> [TASK MATERIAL]
****

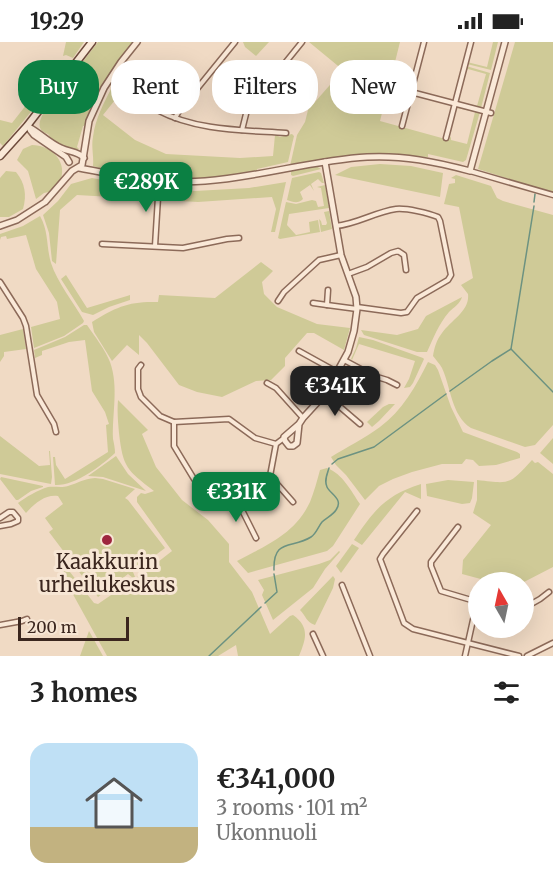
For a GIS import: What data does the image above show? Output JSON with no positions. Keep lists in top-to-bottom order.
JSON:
{
  "places": ["Kaakkurin urheilukeskus"],
  "scale_bar": "200 m",
  "north": "top",
  "page": {
    "status": "19:29",
    "chip": [
      "Buy",
      "Rent",
      "Filters",
      "New"
    ],
    "price": ["€289K", "€341K", "€331K"],
    "scale": "200 m",
    "heading": "3 homes",
    "list": [
      {
        "name": "€341,000",
        "note": "3 rooms · 101 m² · Ukonnuoli"
      }
    ]
  }
}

****

All entries above must be repeated exactly; pictures are to be left out.

> [WRITTEN SOLUTION]
For a GIS import: What data does the image above show? Output JSON with no positions. Keep lists in top-to-bottom order.
JSON:
{
  "places": ["Kaakkurin urheilukeskus"],
  "scale_bar": "200 m",
  "north": "top",
  "page": {
    "status": "19:29",
    "chip": [
      "Buy",
      "Rent",
      "Filters",
      "New"
    ],
    "price": ["€289K", "€341K", "€331K"],
    "scale": "200 m",
    "heading": "3 homes",
    "list": [
      {
        "name": "€341,000",
        "note": "3 rooms · 101 m² · Ukonnuoli"
      }
    ]
  }
}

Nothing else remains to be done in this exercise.